Fibras, a specialized investment

Salvador Daniel Kabbaz Zaga, CEO of Fiber Danhosconsidered that although inflation affects all economic segments, including real estate portfolioswhich can be a determining factor against the rise in interest rates, cannot be considered to be products of investment that compete in performance.

For the manager, they will be the least knowledgeable investors of the real estate those who decide to sell their certificates due to the increase in reference rates, since the capital gains of the trusts are defined in the long term.

He even considered that far from being seen as a reduction in profitability, the drop in the prices of the certificates of the fibers It should be seen as a buying opportunity.

“The knowledgeable, more sophisticated investor understands. It’s a investment safe, which is at a ridiculous discount level, which is why today there is an opportunity to enter at a discount rate of 40 or 50%, which will soon be reflected in the sector,” Kabbaz Zaga said.

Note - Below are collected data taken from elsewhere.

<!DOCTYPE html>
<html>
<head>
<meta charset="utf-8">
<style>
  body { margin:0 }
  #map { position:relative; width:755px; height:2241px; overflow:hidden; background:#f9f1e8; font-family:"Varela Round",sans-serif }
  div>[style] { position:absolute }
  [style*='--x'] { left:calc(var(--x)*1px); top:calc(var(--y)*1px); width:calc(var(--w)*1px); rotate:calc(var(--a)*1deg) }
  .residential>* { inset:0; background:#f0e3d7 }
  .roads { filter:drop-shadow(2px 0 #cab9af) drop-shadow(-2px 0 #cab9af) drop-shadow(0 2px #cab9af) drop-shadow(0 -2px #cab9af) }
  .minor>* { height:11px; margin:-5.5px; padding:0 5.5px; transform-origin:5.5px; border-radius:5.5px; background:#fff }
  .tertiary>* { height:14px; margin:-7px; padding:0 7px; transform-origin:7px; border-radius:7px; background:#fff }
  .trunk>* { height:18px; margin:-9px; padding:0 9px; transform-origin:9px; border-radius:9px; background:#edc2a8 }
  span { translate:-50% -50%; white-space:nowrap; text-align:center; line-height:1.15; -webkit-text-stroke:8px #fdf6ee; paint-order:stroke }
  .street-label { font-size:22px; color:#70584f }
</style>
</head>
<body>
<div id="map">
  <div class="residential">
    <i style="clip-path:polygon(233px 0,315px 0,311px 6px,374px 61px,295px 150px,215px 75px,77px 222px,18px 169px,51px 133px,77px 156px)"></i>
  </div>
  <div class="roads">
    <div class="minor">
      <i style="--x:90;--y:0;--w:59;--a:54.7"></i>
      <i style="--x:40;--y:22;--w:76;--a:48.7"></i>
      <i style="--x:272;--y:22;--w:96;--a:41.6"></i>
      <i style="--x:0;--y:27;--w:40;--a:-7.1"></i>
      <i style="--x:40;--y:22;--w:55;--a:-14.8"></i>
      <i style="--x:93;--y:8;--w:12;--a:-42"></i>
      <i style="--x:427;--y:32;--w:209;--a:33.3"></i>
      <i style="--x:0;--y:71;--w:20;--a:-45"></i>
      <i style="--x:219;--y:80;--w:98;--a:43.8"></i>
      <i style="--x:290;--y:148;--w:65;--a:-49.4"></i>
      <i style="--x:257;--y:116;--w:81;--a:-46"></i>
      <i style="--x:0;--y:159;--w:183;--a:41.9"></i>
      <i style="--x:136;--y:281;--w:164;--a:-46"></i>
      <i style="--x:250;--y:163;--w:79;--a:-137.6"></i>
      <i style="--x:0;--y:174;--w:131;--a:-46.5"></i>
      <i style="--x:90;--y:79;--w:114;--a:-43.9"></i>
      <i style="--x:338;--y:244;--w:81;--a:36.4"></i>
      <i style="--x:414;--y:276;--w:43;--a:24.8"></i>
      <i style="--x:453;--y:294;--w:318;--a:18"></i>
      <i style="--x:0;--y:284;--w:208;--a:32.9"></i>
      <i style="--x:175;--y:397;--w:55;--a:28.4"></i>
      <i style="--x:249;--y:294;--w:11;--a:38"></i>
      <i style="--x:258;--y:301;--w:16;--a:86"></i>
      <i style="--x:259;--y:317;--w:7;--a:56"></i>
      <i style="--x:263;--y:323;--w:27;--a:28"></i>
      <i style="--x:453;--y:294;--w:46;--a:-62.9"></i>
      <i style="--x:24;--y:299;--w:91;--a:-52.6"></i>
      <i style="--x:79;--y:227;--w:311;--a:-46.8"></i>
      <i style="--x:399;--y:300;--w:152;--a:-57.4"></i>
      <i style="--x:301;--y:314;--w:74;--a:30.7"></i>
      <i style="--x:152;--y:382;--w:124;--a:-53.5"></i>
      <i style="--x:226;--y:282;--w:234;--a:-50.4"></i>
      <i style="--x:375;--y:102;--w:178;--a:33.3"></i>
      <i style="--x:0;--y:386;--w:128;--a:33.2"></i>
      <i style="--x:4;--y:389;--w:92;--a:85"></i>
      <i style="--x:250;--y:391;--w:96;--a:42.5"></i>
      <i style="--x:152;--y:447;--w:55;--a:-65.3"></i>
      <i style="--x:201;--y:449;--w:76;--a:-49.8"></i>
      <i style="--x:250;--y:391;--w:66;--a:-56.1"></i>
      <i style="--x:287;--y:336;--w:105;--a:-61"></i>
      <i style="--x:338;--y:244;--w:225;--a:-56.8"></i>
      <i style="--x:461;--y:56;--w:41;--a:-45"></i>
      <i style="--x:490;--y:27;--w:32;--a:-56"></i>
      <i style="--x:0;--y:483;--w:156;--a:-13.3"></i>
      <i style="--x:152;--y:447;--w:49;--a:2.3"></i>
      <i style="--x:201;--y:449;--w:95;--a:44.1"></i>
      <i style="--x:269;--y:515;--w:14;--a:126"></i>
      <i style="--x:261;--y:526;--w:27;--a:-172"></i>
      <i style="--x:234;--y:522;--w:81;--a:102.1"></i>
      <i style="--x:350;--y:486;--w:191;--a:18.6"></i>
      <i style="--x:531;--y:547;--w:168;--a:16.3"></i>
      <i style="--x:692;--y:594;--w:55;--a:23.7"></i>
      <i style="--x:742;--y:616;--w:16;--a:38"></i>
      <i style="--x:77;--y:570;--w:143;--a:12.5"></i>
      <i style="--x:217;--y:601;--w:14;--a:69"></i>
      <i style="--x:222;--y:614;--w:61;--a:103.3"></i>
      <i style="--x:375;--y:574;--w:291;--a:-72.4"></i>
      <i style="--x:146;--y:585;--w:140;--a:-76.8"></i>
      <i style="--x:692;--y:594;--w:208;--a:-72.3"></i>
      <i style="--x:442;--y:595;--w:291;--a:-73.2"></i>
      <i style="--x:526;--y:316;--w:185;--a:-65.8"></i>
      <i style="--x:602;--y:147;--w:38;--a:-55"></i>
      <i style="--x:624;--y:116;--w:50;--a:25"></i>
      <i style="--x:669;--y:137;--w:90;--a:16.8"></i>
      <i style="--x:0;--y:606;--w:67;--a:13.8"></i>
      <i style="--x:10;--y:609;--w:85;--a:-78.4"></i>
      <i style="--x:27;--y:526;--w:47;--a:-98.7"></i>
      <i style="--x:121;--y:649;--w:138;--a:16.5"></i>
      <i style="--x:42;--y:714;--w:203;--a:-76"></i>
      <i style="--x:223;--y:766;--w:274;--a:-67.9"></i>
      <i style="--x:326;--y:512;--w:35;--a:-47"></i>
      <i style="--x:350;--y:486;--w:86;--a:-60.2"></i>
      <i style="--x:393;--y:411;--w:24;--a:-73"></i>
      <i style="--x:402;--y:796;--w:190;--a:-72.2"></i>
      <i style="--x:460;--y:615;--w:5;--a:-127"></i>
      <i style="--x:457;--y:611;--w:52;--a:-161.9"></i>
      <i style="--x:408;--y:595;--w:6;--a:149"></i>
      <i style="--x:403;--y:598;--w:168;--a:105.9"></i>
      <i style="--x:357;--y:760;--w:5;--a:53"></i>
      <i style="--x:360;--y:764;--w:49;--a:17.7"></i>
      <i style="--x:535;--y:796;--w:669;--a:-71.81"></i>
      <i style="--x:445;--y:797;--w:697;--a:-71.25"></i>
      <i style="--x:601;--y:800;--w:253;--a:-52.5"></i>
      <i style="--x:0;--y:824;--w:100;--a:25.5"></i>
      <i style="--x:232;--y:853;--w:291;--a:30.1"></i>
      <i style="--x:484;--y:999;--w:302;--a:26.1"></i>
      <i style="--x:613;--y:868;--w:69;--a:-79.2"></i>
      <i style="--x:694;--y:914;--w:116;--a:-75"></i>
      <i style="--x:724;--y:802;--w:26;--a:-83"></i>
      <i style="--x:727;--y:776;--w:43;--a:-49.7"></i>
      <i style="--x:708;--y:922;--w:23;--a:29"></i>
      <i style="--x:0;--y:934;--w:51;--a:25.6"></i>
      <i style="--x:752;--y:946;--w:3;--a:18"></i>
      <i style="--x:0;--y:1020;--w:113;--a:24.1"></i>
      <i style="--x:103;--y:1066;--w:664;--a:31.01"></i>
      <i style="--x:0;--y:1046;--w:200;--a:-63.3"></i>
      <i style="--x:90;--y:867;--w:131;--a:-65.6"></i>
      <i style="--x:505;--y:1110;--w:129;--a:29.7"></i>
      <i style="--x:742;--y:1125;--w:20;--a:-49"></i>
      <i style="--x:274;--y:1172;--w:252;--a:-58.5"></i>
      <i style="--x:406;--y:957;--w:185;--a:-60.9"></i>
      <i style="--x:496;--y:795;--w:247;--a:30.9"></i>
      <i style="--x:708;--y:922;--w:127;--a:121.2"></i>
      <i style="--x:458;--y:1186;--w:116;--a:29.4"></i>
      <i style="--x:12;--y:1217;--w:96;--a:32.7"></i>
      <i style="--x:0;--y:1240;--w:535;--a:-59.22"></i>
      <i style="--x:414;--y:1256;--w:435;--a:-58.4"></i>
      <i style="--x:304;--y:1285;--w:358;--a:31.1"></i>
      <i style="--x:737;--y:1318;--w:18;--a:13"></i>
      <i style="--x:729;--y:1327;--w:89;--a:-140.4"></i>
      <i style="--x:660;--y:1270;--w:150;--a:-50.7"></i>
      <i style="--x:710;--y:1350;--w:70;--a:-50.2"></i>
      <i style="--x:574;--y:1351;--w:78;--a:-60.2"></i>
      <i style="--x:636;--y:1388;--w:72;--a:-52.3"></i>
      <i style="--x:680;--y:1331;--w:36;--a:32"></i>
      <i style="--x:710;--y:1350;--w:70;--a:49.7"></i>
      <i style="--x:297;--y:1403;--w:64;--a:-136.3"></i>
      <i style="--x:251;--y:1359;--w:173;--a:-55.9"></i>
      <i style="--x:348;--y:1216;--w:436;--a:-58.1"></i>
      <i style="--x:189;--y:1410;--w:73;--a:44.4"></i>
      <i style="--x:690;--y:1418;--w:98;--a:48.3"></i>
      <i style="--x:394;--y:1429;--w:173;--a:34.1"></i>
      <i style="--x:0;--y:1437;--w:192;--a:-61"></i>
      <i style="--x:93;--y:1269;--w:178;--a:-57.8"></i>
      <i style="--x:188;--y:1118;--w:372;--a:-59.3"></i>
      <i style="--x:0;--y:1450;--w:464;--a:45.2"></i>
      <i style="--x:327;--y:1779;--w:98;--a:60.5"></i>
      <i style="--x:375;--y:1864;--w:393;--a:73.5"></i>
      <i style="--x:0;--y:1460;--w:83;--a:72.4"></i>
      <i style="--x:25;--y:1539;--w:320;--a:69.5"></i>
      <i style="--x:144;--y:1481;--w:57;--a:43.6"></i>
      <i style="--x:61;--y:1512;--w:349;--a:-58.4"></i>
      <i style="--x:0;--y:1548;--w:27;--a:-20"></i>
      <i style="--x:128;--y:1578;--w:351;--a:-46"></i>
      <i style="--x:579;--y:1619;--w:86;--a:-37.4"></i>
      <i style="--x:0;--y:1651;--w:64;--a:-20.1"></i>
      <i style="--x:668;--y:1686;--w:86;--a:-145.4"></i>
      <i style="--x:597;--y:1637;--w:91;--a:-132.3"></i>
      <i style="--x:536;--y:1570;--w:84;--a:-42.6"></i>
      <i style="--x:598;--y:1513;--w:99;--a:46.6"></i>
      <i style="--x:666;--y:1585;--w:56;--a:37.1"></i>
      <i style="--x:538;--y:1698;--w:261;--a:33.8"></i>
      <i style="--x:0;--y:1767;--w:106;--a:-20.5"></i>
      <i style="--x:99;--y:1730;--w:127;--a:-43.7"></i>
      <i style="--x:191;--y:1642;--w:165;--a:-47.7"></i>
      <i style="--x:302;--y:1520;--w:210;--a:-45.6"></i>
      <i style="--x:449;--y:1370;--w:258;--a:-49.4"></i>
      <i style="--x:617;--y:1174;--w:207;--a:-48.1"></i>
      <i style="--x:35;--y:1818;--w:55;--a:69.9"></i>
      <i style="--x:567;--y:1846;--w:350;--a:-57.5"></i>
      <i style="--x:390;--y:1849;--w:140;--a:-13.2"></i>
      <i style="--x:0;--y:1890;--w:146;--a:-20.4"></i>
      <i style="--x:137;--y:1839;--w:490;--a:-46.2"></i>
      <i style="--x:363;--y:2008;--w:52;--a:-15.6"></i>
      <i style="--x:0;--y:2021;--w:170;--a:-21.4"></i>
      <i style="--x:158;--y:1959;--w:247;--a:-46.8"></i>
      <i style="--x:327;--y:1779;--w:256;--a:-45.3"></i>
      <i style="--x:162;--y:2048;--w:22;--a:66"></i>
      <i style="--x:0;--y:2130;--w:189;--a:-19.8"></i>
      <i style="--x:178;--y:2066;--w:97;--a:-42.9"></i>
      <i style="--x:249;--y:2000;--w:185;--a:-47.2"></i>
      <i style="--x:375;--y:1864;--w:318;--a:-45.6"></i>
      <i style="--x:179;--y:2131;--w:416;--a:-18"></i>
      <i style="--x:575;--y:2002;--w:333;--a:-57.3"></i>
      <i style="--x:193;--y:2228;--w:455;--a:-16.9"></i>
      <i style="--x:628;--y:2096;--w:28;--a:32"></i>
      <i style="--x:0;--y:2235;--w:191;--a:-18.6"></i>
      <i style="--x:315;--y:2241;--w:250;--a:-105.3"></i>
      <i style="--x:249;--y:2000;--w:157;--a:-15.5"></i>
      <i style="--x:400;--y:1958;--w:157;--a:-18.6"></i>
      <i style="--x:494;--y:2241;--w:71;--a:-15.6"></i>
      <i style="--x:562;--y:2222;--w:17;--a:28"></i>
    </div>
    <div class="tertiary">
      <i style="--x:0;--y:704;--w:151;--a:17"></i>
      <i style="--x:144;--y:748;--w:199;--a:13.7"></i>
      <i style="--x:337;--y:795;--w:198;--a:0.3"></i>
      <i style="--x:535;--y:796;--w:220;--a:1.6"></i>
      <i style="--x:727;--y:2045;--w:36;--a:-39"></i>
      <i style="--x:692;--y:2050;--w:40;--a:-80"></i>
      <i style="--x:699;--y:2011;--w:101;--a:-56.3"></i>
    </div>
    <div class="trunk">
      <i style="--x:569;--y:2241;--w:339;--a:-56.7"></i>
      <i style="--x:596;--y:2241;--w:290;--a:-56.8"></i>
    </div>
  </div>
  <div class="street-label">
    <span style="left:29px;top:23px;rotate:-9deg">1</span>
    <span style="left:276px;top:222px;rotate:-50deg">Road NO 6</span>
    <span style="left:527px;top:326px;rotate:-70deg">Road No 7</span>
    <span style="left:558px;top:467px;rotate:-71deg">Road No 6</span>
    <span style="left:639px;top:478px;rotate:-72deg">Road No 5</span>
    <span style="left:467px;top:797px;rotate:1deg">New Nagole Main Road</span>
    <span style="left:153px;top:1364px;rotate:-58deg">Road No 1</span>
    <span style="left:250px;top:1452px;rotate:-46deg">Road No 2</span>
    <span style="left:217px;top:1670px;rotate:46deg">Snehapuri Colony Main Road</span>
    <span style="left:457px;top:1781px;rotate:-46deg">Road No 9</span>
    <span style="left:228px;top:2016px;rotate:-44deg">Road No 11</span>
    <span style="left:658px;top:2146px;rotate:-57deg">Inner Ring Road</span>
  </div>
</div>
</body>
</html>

He pointed out that in the case of Fiber Danhosinstitutional investors have maintained possession of their papers, even in times of greatest economic uncertainty.

“The big capitals have stood firm, the people who don’t understand them get scared and have left, but they leave a great opportunity,” he explained.

“It is much better to have a little piece of paper than a fiber that, having a property for rent, because if it is emptied you stop having income; the fiber It makes up a group of properties and not all of them are going to be emptied, it always allows you to have the income from the constant yield”.

New players in the industry, a pending issue

between the release of fiber storage in 2018 and the debut of Fibra Soma in February 2021, the last one to be listed on the stock market, there was a period without new trusts that have been added to the current 15 instruments, which is not perceived in the short term either.

For Kabbaz Zaga, the main reason responds to the complex economic context, coupled with the destabilizing scenario brought about by the pandemic.

However, for the manager, possibly in the medium term new trusts or, the fibers currently operating increase their investments.

“The pandemic stopped us all, a very complicated circumstance in the world, not only in Mexico,” he explained.

Since last year, two fibers specialized in the housing for rent, FibraHaus and Fibra Multifamily, had expressed their intention to go public; however, so far it is unknown if this will be in the short term.